Later, I was on an overground train from London to East Sussex. Two West Indian gentlemen said, ‘Good Morning’ and sat down opposite me. Throughout the hour-long journey we did not really speak, although they offered me some sweets and I said goodbye when I left the train. However, it felt like we had acknowledged one another in a simple, human way, often lacking in the London buzz.
My final encounter came on Friday. As Premasagar and I headed towards home from an evening stroll, we came across an elderly woman standing in the street. She appeared to be confused, so I asked her is she was OK.
Mistaking me for someone she once knew, she began talking to us. Her speech was a mixture of English and another language she explained was Greek.
It soon became clear that she was lost and could not tell us where she was staying. Her speech was repetitive and confused. While Prem called for help, I walked up and down the street with Pishpa clutching my arm. She was a charming lady with a warm smile and a quick sense of humour.

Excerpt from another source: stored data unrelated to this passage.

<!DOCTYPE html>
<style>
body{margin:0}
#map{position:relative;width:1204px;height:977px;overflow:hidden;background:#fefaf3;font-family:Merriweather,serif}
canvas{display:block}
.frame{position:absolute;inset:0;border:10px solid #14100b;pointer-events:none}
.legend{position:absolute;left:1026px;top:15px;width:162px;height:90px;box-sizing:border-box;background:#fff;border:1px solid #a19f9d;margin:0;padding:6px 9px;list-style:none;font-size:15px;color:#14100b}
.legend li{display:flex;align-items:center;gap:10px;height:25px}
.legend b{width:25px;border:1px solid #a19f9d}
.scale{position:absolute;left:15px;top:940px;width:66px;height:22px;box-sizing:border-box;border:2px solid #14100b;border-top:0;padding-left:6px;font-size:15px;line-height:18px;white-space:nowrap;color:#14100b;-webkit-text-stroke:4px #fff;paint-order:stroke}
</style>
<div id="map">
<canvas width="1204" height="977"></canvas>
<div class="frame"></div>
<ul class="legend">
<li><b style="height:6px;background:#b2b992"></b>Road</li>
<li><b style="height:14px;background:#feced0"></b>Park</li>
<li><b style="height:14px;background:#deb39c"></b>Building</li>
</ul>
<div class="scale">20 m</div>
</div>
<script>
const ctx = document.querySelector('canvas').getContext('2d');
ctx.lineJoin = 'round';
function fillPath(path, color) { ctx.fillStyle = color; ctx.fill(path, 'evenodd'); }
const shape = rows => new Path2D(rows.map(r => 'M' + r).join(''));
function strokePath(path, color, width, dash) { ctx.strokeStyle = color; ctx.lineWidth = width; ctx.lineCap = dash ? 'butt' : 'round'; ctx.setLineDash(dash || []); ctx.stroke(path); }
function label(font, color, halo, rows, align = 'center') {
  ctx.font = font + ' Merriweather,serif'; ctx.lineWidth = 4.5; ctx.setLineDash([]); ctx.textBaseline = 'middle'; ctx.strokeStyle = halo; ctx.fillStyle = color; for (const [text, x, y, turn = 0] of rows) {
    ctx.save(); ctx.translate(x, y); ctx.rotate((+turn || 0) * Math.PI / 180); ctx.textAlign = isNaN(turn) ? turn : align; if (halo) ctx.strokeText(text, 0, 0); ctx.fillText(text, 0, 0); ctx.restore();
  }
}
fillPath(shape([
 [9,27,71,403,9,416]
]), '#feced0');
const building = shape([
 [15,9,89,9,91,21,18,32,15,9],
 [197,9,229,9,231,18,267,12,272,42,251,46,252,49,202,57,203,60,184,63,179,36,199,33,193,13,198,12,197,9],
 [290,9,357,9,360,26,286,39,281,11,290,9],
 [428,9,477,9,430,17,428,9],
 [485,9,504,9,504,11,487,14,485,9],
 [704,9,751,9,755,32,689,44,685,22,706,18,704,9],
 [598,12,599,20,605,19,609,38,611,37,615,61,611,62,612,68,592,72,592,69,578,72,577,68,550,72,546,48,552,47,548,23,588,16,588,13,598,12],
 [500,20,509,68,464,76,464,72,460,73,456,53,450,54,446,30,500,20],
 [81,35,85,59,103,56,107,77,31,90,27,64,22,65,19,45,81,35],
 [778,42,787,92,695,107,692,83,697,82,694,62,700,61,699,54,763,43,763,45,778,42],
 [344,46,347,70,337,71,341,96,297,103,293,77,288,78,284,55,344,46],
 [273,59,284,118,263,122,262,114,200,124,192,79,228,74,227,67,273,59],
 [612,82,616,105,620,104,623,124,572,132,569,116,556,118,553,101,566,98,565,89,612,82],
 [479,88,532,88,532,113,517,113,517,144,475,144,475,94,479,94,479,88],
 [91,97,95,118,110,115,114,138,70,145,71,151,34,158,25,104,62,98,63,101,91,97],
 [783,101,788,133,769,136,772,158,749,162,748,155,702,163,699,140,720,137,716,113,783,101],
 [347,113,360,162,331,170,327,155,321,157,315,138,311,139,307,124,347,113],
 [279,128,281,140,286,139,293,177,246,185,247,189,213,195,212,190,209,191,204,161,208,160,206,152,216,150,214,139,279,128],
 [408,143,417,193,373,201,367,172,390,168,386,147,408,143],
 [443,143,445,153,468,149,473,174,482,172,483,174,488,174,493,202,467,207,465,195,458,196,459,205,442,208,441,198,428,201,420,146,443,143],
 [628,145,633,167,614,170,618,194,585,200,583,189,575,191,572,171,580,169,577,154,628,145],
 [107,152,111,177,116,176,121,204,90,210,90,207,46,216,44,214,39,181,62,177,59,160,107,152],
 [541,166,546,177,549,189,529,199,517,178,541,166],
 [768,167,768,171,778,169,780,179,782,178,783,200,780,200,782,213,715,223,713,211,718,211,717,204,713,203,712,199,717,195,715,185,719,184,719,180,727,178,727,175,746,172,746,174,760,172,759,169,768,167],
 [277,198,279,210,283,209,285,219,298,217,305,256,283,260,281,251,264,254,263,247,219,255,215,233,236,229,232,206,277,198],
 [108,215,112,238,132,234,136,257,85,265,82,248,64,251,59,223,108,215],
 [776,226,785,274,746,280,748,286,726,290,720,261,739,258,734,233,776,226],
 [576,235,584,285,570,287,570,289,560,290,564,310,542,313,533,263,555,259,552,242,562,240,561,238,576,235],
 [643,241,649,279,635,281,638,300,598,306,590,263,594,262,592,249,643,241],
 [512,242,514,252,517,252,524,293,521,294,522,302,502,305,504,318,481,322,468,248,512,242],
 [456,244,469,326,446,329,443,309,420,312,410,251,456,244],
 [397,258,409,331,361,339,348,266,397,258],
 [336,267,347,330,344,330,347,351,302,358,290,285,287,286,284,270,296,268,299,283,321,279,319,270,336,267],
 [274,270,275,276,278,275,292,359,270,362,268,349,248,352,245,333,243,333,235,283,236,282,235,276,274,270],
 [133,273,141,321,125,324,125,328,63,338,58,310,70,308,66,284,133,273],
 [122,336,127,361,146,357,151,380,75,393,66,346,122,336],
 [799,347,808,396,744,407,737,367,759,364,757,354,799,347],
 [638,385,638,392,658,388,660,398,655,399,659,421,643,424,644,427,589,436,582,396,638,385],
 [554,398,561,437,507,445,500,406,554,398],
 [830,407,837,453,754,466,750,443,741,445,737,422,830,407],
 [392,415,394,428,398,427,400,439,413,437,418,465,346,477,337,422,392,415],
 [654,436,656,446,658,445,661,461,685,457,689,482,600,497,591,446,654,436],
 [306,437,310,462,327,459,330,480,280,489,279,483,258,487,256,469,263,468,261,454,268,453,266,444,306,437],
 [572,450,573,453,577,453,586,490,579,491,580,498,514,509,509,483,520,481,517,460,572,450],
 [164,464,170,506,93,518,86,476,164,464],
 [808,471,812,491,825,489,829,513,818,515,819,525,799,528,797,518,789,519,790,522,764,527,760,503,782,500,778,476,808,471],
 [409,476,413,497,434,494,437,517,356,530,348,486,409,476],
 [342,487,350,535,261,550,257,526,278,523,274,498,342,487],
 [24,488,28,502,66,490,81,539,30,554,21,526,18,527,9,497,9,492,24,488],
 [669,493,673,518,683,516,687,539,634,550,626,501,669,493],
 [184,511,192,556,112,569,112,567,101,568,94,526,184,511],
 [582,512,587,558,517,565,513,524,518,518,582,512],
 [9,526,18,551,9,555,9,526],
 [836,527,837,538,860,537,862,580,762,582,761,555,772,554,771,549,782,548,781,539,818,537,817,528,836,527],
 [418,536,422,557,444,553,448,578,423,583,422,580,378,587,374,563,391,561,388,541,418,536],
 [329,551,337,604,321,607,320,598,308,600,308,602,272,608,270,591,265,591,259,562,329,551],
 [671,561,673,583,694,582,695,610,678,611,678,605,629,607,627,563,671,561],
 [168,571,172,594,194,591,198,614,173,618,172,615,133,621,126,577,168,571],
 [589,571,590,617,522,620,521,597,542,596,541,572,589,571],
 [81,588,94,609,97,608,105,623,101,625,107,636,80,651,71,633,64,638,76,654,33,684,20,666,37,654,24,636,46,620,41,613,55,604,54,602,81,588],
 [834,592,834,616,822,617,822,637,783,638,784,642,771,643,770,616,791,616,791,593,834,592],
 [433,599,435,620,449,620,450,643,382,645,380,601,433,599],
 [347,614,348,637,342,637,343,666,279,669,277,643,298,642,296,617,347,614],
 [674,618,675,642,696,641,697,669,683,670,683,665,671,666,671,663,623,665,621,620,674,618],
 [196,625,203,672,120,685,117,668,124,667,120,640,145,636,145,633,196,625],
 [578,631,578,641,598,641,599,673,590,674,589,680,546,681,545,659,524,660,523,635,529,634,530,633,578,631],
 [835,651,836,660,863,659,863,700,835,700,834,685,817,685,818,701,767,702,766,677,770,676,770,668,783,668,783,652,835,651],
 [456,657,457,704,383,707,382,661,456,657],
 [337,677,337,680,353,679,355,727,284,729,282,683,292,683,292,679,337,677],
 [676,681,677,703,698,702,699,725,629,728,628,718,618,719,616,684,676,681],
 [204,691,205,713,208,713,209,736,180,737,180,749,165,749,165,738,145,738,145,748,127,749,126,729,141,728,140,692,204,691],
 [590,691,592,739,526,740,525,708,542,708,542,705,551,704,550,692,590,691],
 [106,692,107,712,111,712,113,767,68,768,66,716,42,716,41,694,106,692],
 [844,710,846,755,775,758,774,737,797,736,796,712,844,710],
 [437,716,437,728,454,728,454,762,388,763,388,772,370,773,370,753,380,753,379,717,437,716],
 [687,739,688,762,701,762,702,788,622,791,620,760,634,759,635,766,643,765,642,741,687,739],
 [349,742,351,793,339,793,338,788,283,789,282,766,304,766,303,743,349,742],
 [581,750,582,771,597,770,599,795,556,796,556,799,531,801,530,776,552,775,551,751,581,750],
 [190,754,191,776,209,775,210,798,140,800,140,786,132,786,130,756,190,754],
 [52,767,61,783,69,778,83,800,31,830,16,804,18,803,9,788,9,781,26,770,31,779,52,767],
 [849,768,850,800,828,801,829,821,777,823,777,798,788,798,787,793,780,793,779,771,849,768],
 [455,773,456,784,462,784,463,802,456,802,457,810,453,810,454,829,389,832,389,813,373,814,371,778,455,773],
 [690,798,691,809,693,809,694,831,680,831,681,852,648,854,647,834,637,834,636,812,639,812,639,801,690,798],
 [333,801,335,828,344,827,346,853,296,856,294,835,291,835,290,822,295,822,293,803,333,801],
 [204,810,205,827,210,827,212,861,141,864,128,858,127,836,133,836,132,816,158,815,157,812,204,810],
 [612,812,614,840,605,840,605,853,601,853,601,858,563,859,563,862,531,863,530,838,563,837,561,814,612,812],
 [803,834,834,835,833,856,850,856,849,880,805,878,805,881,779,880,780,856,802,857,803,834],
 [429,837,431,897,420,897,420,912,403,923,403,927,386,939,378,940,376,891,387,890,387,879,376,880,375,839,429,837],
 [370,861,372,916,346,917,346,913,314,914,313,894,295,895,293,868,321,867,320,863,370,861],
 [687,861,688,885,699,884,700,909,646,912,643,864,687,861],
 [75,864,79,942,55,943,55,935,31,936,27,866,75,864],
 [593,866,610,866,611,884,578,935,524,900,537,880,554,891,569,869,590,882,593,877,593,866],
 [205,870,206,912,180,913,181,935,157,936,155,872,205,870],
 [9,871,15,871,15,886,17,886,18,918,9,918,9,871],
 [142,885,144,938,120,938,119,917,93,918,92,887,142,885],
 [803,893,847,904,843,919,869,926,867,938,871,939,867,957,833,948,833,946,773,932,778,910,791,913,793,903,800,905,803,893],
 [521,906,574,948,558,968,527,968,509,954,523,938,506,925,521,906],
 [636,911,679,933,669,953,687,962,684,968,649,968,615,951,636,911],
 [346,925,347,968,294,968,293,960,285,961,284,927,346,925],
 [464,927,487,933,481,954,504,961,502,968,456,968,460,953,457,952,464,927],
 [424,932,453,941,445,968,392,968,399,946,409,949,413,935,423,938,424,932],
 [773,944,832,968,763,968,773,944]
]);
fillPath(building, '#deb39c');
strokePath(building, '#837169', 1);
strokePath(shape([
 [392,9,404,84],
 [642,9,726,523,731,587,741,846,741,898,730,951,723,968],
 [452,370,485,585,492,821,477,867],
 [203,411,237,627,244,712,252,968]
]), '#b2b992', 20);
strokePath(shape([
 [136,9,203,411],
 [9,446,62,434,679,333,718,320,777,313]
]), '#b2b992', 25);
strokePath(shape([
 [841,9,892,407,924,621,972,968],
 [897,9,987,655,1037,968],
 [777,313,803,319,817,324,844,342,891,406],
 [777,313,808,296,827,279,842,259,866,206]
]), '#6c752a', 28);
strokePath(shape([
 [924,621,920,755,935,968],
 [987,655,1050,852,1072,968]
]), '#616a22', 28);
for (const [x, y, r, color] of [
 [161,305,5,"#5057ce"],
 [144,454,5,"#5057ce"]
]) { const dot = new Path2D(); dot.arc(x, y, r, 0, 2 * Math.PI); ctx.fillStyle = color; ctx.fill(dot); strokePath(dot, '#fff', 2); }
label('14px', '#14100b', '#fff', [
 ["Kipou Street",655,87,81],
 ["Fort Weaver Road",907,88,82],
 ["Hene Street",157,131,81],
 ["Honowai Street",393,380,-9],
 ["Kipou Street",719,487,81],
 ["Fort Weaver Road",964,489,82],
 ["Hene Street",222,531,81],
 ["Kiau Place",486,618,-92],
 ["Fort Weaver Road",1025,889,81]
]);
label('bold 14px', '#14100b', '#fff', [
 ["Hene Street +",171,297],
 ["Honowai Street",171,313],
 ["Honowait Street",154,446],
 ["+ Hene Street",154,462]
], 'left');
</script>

Eventually, an ambulance arrived. We took her inside the van and wrapped her in a blanket. The paramedics tried to find out more about her. Finally, she agreed to go to the hospital for some food and rest.
Shortly before leaving, I said to her, ‘Go to the hospital and get something warm to eat and drink and have a rest.’ She looked at me with a cheeky grin and said, ‘Yes, Mummy!’
Prem and I walked home as the ambulance drove away.
It would have been so easy to pass her by, to smile and walk on, but we didn’t. We stopped and connected with her, and she was safer and our lives richer for it.